▶ Exercise brief
Nothing but text lines should be duplicated: start with the first line of the listing below and stop after the line holding "0,100% 100%,50% 72%,0", omitting pictures.

[Provided entries — start]

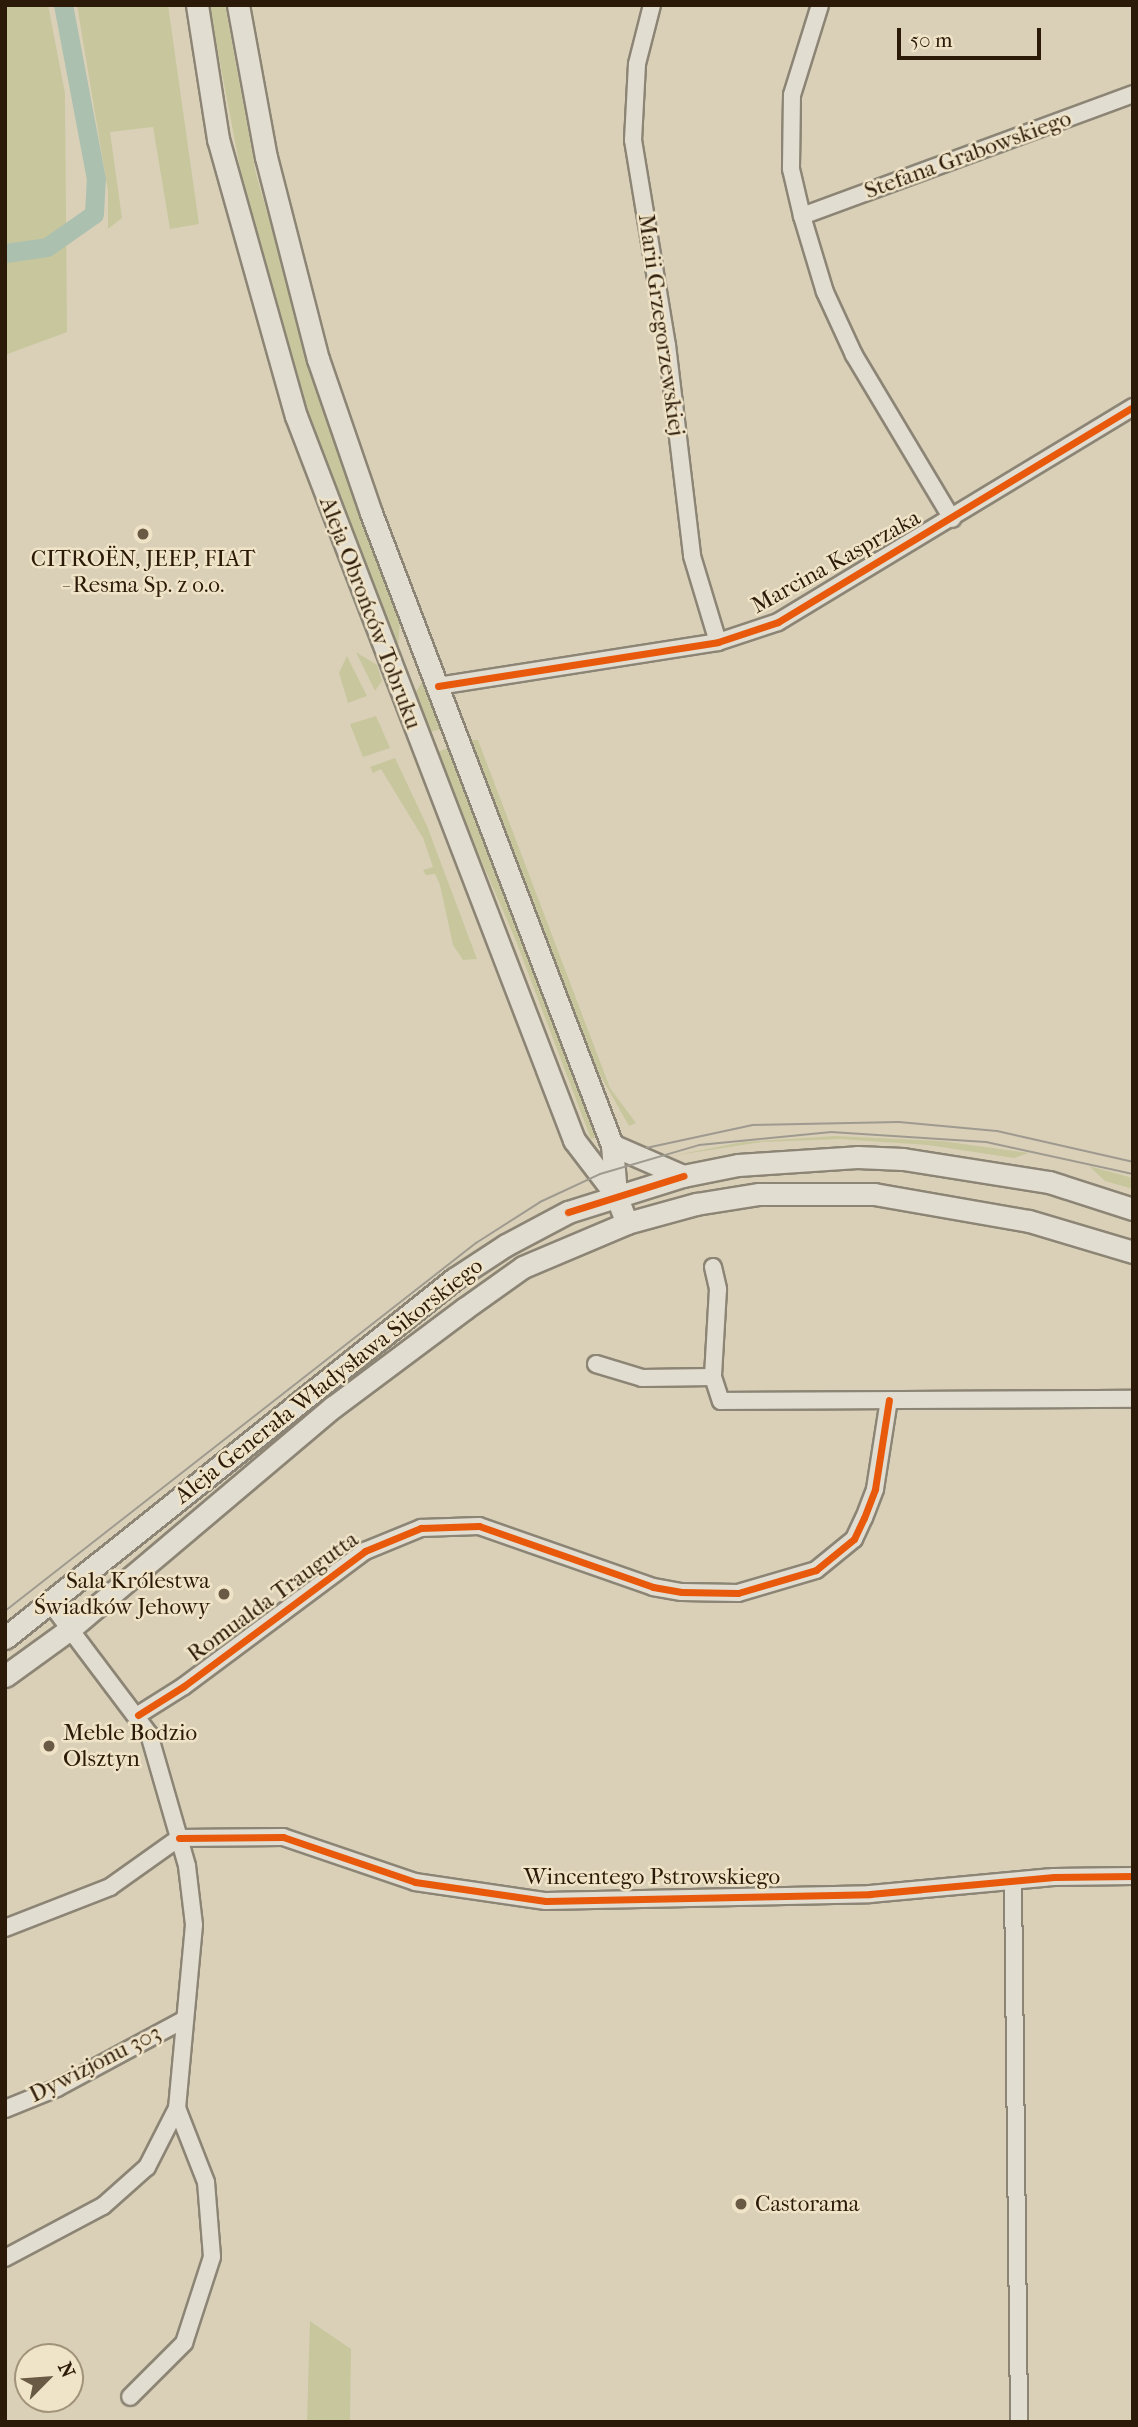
<!DOCTYPE html>
<meta charset="utf-8">
<style>
body{margin:0}
#map{position:relative;width:1138px;height:2427px;overflow:hidden;background:#dad0b8;font-family:"IM FELL French Canon",serif}
div>[style]{position:absolute}
.green>*{inset:0;background:#c7c69d}
.canal>*{height:19px;margin:-9.5px;padding:0 9.5px;transform-origin:9.5px;border-radius:9.5px;background:#abc0af}
.roads{filter:drop-shadow(2px 0 #8c8575) drop-shadow(-2px 0 #8c8575) drop-shadow(0 2px #8c8575) drop-shadow(0 -2px #8c8575)}
.minor>*{height:16px;margin:-8px;padding:0 8px;transform-origin:8px;border-radius:8px;background:#e2ddd1}
.secondary>*{height:21px;margin:-10.5px;padding:0 10.5px;transform-origin:10.5px;border-radius:10.5px;background:#e2ddd1}
.tram>*{height:2px;margin:-1px;padding:0 1px;transform-origin:1px;border-radius:1px;background:#9f9a8f}
.cycleway>*{height:7px;margin:-3.5px;padding:0 3.5px;transform-origin:3.5px;border-radius:3.5px;background:#e8590c}
.dots>*{width:19px;height:19px;translate:-50% -50%;box-sizing:border-box;border:4px solid #f0e4c8;border-radius:50%}
span{translate:-50% -50%;white-space:nowrap;text-align:center;line-height:1.15;-webkit-text-stroke:5px #f0e4c8;paint-order:stroke}
.street-label{font-size:23px;color:#2c1a08}
.poi-label{font-size:23px;color:#2c1a08}
.right{translate:-100% -50%;text-align:right}
.left{translate:0 -50%;text-align:left}
.frame{position:absolute;inset:0;border:7px solid #2c1a08;pointer-events:none}
.north{position:absolute;left:14px;top:2343px;width:70px;height:70px;box-sizing:border-box;background:#f0e4c8;border:2px solid #a2937b;border-radius:50%;rotate:65deg;font-size:19px;font-weight:700;line-height:28px;text-align:center;color:#2c1a08}
.north::after{content:'';display:block;margin:auto;width:24px;height:32px;background:#695a46;clip-path:polygon(50% 0,100% 100%,50% 72%,0 100%)}
.scale{position:absolute;left:897px;top:28px;width:144px;height:32px;box-sizing:border-box;border:4px solid #2c1a08;border-top:0;padding-left:9px;font-size:21px;line-height:24px;white-space:nowrap;color:#2c1a08;-webkit-text-stroke:5px #f0e4c8;paint-order:stroke}
</style>
<div id="map">
<div class="green">
<i style="clip-path:polygon(5px 5px,48px 5px,65px 93px,67px 332px,5px 355px)"></i>
<i style="clip-path:polygon(77px 5px,168px 5px,199px 224px,170px 229px,153px 127px,110px 132px,122px 218px,108px 229px,108px 191px)"></i>
<i style="clip-path:polygon(209px 5px,225px 5px,256px 174px,328px 425px,400px 619px,398px 650px,327px 468px,284px 338px,242px 178px)"></i>
<i style="clip-path:polygon(356px 652px,377px 665px,382px 681px,375px 691px)"></i>
<i style="clip-path:polygon(347px 656px,367px 696px,348px 703px,339px 673px)"></i>
<i style="clip-path:polygon(423px 681px,441px 729px,427px 733px,413px 696px)"></i>
<i style="clip-path:polygon(376px 716px,390px 748px,363px 757px,350px 724px)"></i>
<i style="clip-path:polygon(471px 740px,478px 740px,610px 1088px,636px 1123px,629px 1126px,595px 1066px)"></i>
<i style="clip-path:polygon(448px 748px,596px 1137px,591px 1139px,516px 941px,435px 753px)"></i>
<i style="clip-path:polygon(395px 758px,427px 826px,477px 959px,463px 960px,453px 945px,440px 885px,435px 874px,426px 875px,423px 870px,433px 867px,423px 838px,381px 769px,373px 773px,370px 767px)"></i>
<i style="clip-path:polygon(835px 1136px,941px 1141px,1029px 1153px,1014px 1158px,928px 1145px,840px 1139px,762px 1142px,671px 1156px,743px 1142px)"></i>
<i style="clip-path:polygon(1089px 1166px,1133px 1178px,1133px 1189px,1105px 1181px)"></i>
<i style="clip-path:polygon(310px 2321px,351px 2349px,350px 2422px,307px 2422px)"></i>
</div>
<div class="canal">
<i style="left:5px;top:253px;width:42px;rotate:-8.1deg"></i>
<i style="left:47px;top:247px;width:57px;rotate:-35.1deg"></i>
<i style="left:94px;top:214px;width:35px;rotate:-87deg"></i>
<i style="left:96px;top:179px;width:177px;rotate:-100.7deg"></i>
</div>
<div class="roads">
<div class="minor">
<i style="left:652px;top:5px;width:61px;rotate:104.3deg"></i>
<i style="left:637px;top:64px;width:76px;rotate:93deg"></i>
<i style="left:633px;top:140px;width:208px;rotate:80.6deg"></i>
<i style="left:667px;top:345px;width:212px;rotate:83.2deg"></i>
<i style="left:692px;top:556px;width:90px;rotate:73.2deg"></i>
<i style="left:820px;top:5px;width:94px;rotate:107.3deg"></i>
<i style="left:792px;top:95px;width:74px;rotate:90.8deg"></i>
<i style="left:791px;top:169px;width:48px;rotate:76.8deg"></i>
<i style="left:802px;top:216px;width:79px;rotate:73.2deg"></i>
<i style="left:825px;top:292px;width:69px;rotate:65.3deg"></i>
<i style="left:854px;top:355px;width:191px;rotate:59.1deg"></i>
<i style="left:802px;top:216px;width:353px;rotate:-20.2deg"></i>
<i style="left:438px;top:686px;width:283px;rotate:-8.9deg"></i>
<i style="left:718px;top:642px;width:63px;rotate:-18.4deg"></i>
<i style="left:778px;top:622px;width:415px;rotate:-31.2deg"></i>
<i style="left:713px;top:1267px;width:23px;rotate:77deg"></i>
<i style="left:718px;top:1289px;width:88px;rotate:93.3deg"></i>
<i style="left:713px;top:1377px;width:25px;rotate:72deg"></i>
<i style="left:721px;top:1401px;width:412px;rotate:-0.3deg"></i>
<i style="left:596px;top:1364px;width:48px;rotate:16.9deg"></i>
<i style="left:642px;top:1378px;width:71px;rotate:-0.8deg"></i>
<i style="left:51px;top:1604px;width:163px;rotate:53deg"></i>
<i style="left:149px;top:1734px;width:137px;rotate:73.9deg"></i>
<i style="left:187px;top:1866px;width:59px;rotate:83.2deg"></i>
<i style="left:194px;top:1925px;width:184px;rotate:95.3deg"></i>
<i style="left:177px;top:2108px;width:79px;rotate:68.6deg"></i>
<i style="left:206px;top:2182px;width:75px;rotate:85.4deg"></i>
<i style="left:212px;top:2257px;width:90px;rotate:108deg"></i>
<i style="left:184px;top:2343px;width:76px;rotate:135deg"></i>
<i style="left:138px;top:1715px;width:54px;rotate:-32.2deg"></i>
<i style="left:184px;top:1686px;width:226px;rotate:-36.7deg"></i>
<i style="left:365px;top:1551px;width:61px;rotate:-22.3deg"></i>
<i style="left:421px;top:1528px;width:58px;rotate:-2deg"></i>
<i style="left:479px;top:1526px;width:184px;rotate:19.3deg"></i>
<i style="left:653px;top:1587px;width:29px;rotate:10deg"></i>
<i style="left:682px;top:1592px;width:56px;rotate:1deg"></i>
<i style="left:738px;top:1593px;width:81px;rotate:-16.4deg"></i>
<i style="left:816px;top:1570px;width:49px;rotate:-39.2deg"></i>
<i style="left:854px;top:1539px;width:23px;rotate:-65deg"></i>
<i style="left:864px;top:1518px;width:31px;rotate:-69deg"></i>
<i style="left:875px;top:1489px;width:90px;rotate:-81.1deg"></i>
<i style="left:179px;top:1838px;width:104px;rotate:-0.6deg"></i>
<i style="left:283px;top:1837px;width:139px;rotate:18.8deg"></i>
<i style="left:415px;top:1882px;width:132px;rotate:8.3deg"></i>
<i style="left:546px;top:1901px;width:324px;rotate:-1.2deg"></i>
<i style="left:870px;top:1894px;width:185px;rotate:-5.3deg"></i>
<i style="left:1054px;top:1877px;width:79px;rotate:-0.7deg"></i>
<i style="left:1013px;top:1881px;width:541px;rotate:89.36deg"></i>
<i style="left:5px;top:1928px;width:113px;rotate:-21.3deg"></i>
<i style="left:110px;top:1887px;width:85px;rotate:-35.4deg"></i>
<i style="left:5px;top:2109px;width:56px;rotate:-22deg"></i>
<i style="left:57px;top:2088px;width:145px;rotate:-28.3deg"></i>
<i style="left:5px;top:2258px;width:111px;rotate:-28deg"></i>
<i style="left:103px;top:2206px;width:59px;rotate:-41.6deg"></i>
<i style="left:147px;top:2167px;width:66px;rotate:-63deg"></i>
</div>
<div class="secondary">
<i style="left:197px;top:5px;width:136px;rotate:81.1deg"></i>
<i style="left:218px;top:139px;width:288px;rotate:74.3deg"></i>
<i style="left:296px;top:416px;width:776px;rotate:68.99deg"></i>
<i style="left:574px;top:1140px;width:69px;rotate:52.6deg"></i>
<i style="left:616px;top:1195px;width:30px;rotate:69deg"></i>
<i style="left:238px;top:5px;width:155px;rotate:79.6deg"></i>
<i style="left:266px;top:157px;width:209px;rotate:75.6deg"></i>
<i style="left:318px;top:359px;width:163px;rotate:71deg"></i>
<i style="left:371px;top:513px;width:676px;rotate:69.13deg"></i>
<i style="left:612px;top:1145px;width:50px;rotate:85.4deg"></i>
<i style="left:612px;top:1145px;width:77px;rotate:23.6deg"></i>
<i style="left:5px;top:1638px;width:575px;rotate:-38.64deg"></i>
<i style="left:454px;top:1279px;width:62px;rotate:-33.2deg"></i>
<i style="left:506px;top:1245px;width:70px;rotate:-28deg"></i>
<i style="left:568px;top:1212px;width:121px;rotate:-17.4deg"></i>
<i style="left:683px;top:1176px;width:56px;rotate:-11.3deg"></i>
<i style="left:738px;top:1165px;width:119px;rotate:-3.8deg"></i>
<i style="left:857px;top:1157px;width:46px;rotate:2.5deg"></i>
<i style="left:903px;top:1159px;width:148px;rotate:9deg"></i>
<i style="left:1049px;top:1182px;width:88px;rotate:17.8deg"></i>
<i style="left:5px;top:1676px;width:80px;rotate:-35.9deg"></i>
<i style="left:70px;top:1629px;width:344px;rotate:-40.2deg"></i>
<i style="left:333px;top:1407px;width:164px;rotate:-36.8deg"></i>
<i style="left:464px;top:1309px;width:72px;rotate:-35.4deg"></i>
<i style="left:523px;top:1267px;width:113px;rotate:-22.9deg"></i>
<i style="left:627px;top:1223px;width:72px;rotate:-15.4deg"></i>
<i style="left:696px;top:1204px;width:64px;rotate:-9deg"></i>
<i style="left:759px;top:1194px;width:115px"></i>
<i style="left:874px;top:1194px;width:157px;rotate:9.9deg"></i>
<i style="left:1029px;top:1221px;width:109px;rotate:16.6deg"></i>
</div>
</div>
<div class="tram">
<i style="left:646px;top:1148px;width:108px;rotate:-12.2deg"></i>
<i style="left:752px;top:1125px;width:147px;rotate:-1.2deg"></i>
<i style="left:899px;top:1122px;width:98px;rotate:5.2deg"></i>
<i style="left:997px;top:1131px;width:139px;rotate:12.8deg"></i>
<i style="left:5px;top:1611px;width:598px;rotate:-38deg"></i>
<i style="left:476px;top:1243px;width:76px;rotate:-32.6deg"></i>
<i style="left:540px;top:1202px;width:66px;rotate:-25deg"></i>
<i style="left:600px;top:1174px;width:103px;rotate:-16.3deg"></i>
<i style="left:699px;top:1145px;width:133px;rotate:-5.6deg"></i>
<i style="left:831px;top:1132px;width:155px;rotate:3.7deg"></i>
<i style="left:986px;top:1142px;width:150px;rotate:12.3deg"></i>
</div>
<div class="cycleway">
<i style="left:438px;top:686px;width:283px;rotate:-8.9deg"></i>
<i style="left:718px;top:642px;width:63px;rotate:-18.4deg"></i>
<i style="left:778px;top:622px;width:415px;rotate:-31.2deg"></i>
<i style="left:568px;top:1212px;width:121px;rotate:-17.4deg"></i>
<i style="left:138px;top:1715px;width:54px;rotate:-32.2deg"></i>
<i style="left:184px;top:1686px;width:226px;rotate:-36.7deg"></i>
<i style="left:365px;top:1551px;width:61px;rotate:-22.3deg"></i>
<i style="left:421px;top:1528px;width:58px;rotate:-2deg"></i>
<i style="left:479px;top:1526px;width:184px;rotate:19.3deg"></i>
<i style="left:653px;top:1587px;width:29px;rotate:10deg"></i>
<i style="left:682px;top:1592px;width:56px;rotate:1deg"></i>
<i style="left:738px;top:1593px;width:81px;rotate:-16.4deg"></i>
<i style="left:816px;top:1570px;width:49px;rotate:-39.2deg"></i>
<i style="left:854px;top:1539px;width:23px;rotate:-65deg"></i>
<i style="left:864px;top:1518px;width:31px;rotate:-69deg"></i>
<i style="left:875px;top:1489px;width:90px;rotate:-81.1deg"></i>
<i style="left:179px;top:1838px;width:104px;rotate:-0.6deg"></i>
<i style="left:283px;top:1837px;width:139px;rotate:18.8deg"></i>
<i style="left:415px;top:1882px;width:132px;rotate:8.3deg"></i>
<i style="left:546px;top:1901px;width:324px;rotate:-1.2deg"></i>
<i style="left:870px;top:1894px;width:185px;rotate:-5.3deg"></i>
<i style="left:1054px;top:1877px;width:79px;rotate:-0.7deg"></i>
</div>
<div class="dots">
<i style="left:143px;top:534px;background:#695a46"></i>
<i style="left:224px;top:1594px;background:#695a46"></i>
<i style="left:49px;top:1746px;background:#695a46"></i>
<i style="left:741px;top:2204px;background:#695a46"></i>
</div>
<div class="street-label">
<span style="left:968px;top:155px;rotate:-20deg">Stefana Grabowskiego</span>
<span style="left:661px;top:325px;rotate:82deg">Marii Grzegorzewskiej</span>
<span style="left:836px;top:562px;rotate:-29deg">Marcina Kasprzaka</span>
<span style="left:370px;top:613px;rotate:69deg">Aleja Obrońców Tobruku</span>
<span style="left:329px;top:1381px;rotate:-38deg">Aleja Generała Władysława Sikorskiego</span>
<span style="left:273px;top:1597px;rotate:-36deg">Romualda Traugutta</span>
<span style="left:652px;top:1877px">Wincentego Pstrowskiego</span>
<span style="left:95px;top:2064px;rotate:-27deg">Dywizjonu 303</span>
</div>
<div class="poi-label">
<span style="left:143px;top:572px">CITROËN, JEEP, FIAT<br>- Resma Sp. z o.o.</span>
<span class="right" style="left:210px;top:1594px">Sala Królestwa<br>Świadków Jehowy</span>
<span class="left" style="left:63px;top:1746px">Meble Bodzio<br>Olsztyn</span>
<span class="left" style="left:755px;top:2204px">Castorama</span>
</div>
<div class="frame"></div>
<div class="north">N</div>
<div class="scale">50 m</div>
</div>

[Provided entries — finish]

▶ Exercise response
<!DOCTYPE html>
<meta charset="utf-8">
<style>
body{margin:0}
#map{position:relative;width:1138px;height:2427px;overflow:hidden;background:#dad0b8;font-family:"IM FELL French Canon",serif}
div>[style]{position:absolute}
.green>*{inset:0;background:#c7c69d}
.canal>*{height:19px;margin:-9.5px;padding:0 9.5px;transform-origin:9.5px;border-radius:9.5px;background:#abc0af}
.roads{filter:drop-shadow(2px 0 #8c8575) drop-shadow(-2px 0 #8c8575) drop-shadow(0 2px #8c8575) drop-shadow(0 -2px #8c8575)}
.minor>*{height:16px;margin:-8px;padding:0 8px;transform-origin:8px;border-radius:8px;background:#e2ddd1}
.secondary>*{height:21px;margin:-10.5px;padding:0 10.5px;transform-origin:10.5px;border-radius:10.5px;background:#e2ddd1}
.tram>*{height:2px;margin:-1px;padding:0 1px;transform-origin:1px;border-radius:1px;background:#9f9a8f}
.cycleway>*{height:7px;margin:-3.5px;padding:0 3.5px;transform-origin:3.5px;border-radius:3.5px;background:#e8590c}
.dots>*{width:19px;height:19px;translate:-50% -50%;box-sizing:border-box;border:4px solid #f0e4c8;border-radius:50%}
span{translate:-50% -50%;white-space:nowrap;text-align:center;line-height:1.15;-webkit-text-stroke:5px #f0e4c8;paint-order:stroke}
.street-label{font-size:23px;color:#2c1a08}
.poi-label{font-size:23px;color:#2c1a08}
.right{translate:-100% -50%;text-align:right}
.left{translate:0 -50%;text-align:left}
.frame{position:absolute;inset:0;border:7px solid #2c1a08;pointer-events:none}
.north{position:absolute;left:14px;top:2343px;width:70px;height:70px;box-sizing:border-box;background:#f0e4c8;border:2px solid #a2937b;border-radius:50%;rotate:65deg;font-size:19px;font-weight:700;line-height:28px;text-align:center;color:#2c1a08}
.north::after{content:'';display:block;margin:auto;width:24px;height:32px;background:#695a46;clip-path:polygon(50% 0,100% 100%,50% 72%,0 100%)}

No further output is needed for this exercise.